Monday, February 16, 2009

A Long Look at Philanthropy (Part III)

Following on my previous two blog posts, I want to continue to make the case that the assiduous, sustained building of donor relationships is the most productive path to significant philanthropic results. I began this series of blogs (A Long Look at Philanthropy) by using higher education philanthropy as a case in point. I asserted that colleges and universities must have a structured, diligent and creative approach to developing relationships over a 50-year span, extending from the time new students set foot on campus until they have reached their late sixties and have made irrevocable estate commitments (the relationship, and the obligations that go with them, don’t end at that point but, if managed well over that time, they should be at a very secure and profoundly productive stage). In my first blog in this series, I argued that the most important period in that 50-year span was the undergraduate years. In the second of the series, I said the next most important period was the first five years after graduation. In this post, I will make the case for the 15-year mark as the third most important phase.

Research shows when donors give to their alma mater for the 15th straight year, the likelihood of their leaving a significant portion of their estate to that school increases by 80 percent. The amounts of their annual gifts matter much less than the persistence of their giving over that period. Indeed, those who give most generously of their estates tend to give more modestly during their lifetimes.
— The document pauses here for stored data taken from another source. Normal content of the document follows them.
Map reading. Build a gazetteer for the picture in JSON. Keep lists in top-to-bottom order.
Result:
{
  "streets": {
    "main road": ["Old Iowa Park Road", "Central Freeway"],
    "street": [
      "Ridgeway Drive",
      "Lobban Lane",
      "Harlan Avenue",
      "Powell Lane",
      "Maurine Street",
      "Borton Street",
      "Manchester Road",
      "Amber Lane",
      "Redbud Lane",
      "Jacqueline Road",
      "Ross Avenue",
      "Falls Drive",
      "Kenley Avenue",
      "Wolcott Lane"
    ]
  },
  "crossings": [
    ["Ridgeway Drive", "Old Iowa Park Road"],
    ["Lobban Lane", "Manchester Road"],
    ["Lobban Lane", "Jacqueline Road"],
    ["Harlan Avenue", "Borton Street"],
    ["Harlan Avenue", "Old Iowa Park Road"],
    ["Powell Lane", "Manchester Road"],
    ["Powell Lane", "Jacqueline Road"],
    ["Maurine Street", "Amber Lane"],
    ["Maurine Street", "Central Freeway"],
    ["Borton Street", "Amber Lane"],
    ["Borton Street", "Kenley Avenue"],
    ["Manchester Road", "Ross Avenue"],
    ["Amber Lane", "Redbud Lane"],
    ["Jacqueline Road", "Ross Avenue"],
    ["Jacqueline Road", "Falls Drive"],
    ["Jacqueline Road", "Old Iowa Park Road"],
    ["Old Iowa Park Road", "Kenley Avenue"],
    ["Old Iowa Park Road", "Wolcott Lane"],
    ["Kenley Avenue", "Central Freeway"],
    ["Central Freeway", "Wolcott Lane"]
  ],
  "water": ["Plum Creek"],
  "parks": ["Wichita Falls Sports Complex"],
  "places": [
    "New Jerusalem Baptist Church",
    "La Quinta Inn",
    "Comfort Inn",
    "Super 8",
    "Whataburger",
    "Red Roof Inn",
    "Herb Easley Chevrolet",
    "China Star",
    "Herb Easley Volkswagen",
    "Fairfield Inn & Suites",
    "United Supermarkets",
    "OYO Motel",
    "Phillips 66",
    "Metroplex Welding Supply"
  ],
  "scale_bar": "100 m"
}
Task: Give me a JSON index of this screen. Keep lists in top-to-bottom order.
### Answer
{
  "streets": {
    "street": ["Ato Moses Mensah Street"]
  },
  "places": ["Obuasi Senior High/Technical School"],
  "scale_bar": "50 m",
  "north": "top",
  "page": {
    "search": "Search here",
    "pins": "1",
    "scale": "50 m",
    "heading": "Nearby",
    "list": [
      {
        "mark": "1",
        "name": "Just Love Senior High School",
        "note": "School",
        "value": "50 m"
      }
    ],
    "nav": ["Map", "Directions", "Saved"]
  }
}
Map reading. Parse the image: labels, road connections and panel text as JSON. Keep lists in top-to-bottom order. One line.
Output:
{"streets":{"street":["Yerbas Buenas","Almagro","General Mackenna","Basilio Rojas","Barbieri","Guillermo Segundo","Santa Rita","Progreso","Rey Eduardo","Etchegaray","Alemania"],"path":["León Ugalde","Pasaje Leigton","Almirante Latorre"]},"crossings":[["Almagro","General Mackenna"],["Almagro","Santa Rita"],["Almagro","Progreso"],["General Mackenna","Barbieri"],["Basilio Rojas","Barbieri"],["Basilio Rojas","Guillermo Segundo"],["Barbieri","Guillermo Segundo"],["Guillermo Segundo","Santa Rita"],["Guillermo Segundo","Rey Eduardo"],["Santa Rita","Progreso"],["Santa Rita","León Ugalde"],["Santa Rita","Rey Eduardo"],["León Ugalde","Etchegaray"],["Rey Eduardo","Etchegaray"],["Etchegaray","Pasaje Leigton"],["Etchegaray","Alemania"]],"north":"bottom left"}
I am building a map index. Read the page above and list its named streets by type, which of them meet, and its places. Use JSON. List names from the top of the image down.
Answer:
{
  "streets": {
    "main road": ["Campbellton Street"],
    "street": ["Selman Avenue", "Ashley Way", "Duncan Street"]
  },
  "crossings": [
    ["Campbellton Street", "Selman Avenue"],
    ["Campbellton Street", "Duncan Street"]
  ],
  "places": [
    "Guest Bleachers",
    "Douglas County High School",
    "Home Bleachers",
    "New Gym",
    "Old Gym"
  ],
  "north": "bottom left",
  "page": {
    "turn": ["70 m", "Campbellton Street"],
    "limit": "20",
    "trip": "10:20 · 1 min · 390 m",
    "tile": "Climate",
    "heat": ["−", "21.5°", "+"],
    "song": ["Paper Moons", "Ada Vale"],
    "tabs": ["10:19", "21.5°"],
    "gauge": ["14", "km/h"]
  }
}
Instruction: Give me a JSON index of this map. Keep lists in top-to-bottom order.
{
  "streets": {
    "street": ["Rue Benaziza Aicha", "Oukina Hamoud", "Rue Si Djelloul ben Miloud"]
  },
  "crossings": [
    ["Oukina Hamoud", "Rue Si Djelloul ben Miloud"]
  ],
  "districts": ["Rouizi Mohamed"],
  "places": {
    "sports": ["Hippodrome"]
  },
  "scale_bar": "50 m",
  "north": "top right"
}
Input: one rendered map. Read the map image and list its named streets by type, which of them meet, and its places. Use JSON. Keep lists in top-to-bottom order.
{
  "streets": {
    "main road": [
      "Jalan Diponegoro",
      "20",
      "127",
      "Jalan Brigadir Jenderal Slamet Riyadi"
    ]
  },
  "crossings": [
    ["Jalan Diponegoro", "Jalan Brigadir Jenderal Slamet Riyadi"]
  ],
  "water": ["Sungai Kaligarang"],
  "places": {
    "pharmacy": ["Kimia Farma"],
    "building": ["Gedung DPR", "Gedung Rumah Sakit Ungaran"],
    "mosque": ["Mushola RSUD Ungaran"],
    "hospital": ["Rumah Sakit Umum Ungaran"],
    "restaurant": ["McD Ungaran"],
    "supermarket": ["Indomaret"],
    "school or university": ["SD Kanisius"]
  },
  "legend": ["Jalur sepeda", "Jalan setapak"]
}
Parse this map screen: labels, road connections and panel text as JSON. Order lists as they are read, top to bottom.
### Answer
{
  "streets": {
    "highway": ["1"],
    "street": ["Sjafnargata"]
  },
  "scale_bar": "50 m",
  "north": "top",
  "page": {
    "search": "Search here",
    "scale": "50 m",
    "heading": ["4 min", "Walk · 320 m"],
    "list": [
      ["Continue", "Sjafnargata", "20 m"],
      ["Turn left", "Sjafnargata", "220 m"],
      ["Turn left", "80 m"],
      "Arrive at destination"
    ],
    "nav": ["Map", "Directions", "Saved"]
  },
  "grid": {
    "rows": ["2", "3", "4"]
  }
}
They often lead more modest lifestyles, save at a higher rate, and leave more to others when they die. And, yet, many of their alma maters give them short shrift. Why?

The plain and simple truth is that most of us are too short-term in our thinking and our approaches. That we focus most of our efforts on securing large gifts is understandable, given limited resources, but not if it is at the expense of a far greater long-term return.

Reasons for this short-term focus include:

1. Institutions have immediate needs and fast-breaking opportunities
2. We are recognized and rewarded more for what we do now that what we make possible in the distant future.
3. We tend to believe that “a bird in the hand is worth two in the bush.”

But, if we are to inspire the philanthropy of current students, we must show them that they are the recipients of gifts from previous generations and ask, therefore, that they begin to think what they will pass on to future generations. By the same token, the leaders of institutions of higher learning must think of what they have inherited from previous generations and obligate themselves to giving to future generations. That will often entail initiating efforts that will not bear fruit during their tenures or even their lifetimes. If we invest in strengthening relationships with undergraduates or recent graduates, the real results will not be felt until 40 or 50 years later. But we owe that future investment to those whose made long-term investments in the past; we can do no less for future generations than was done for us. If we are wise and disciplined, we will do even more. We should, as the African proverb suggests, “plant trees under whose shade we do not expect to sit.”

To be more explicit and practical, philanthropy-seeking institutions need to place the greatest emphasis on donor retention. Donor acquisition is also of great importance but, as Penelope Burk has shown, many institutions make the mistake of trying to acquire more donors than they can adequately manage resulting in a loss of loyal, and potentially-loyal donors. We must do well by the donors we have before seeking more and the most fragile of those will be those that gave for the first time the year before. Donor retention strategies, therefore, should be particularly focused on the second annual gift, then the fifth annual gift, then the 10th, then the 15th. Universities tend to focus more on the “harvest” reunions such as the 25th and 50th, and too little on the earlier formative years.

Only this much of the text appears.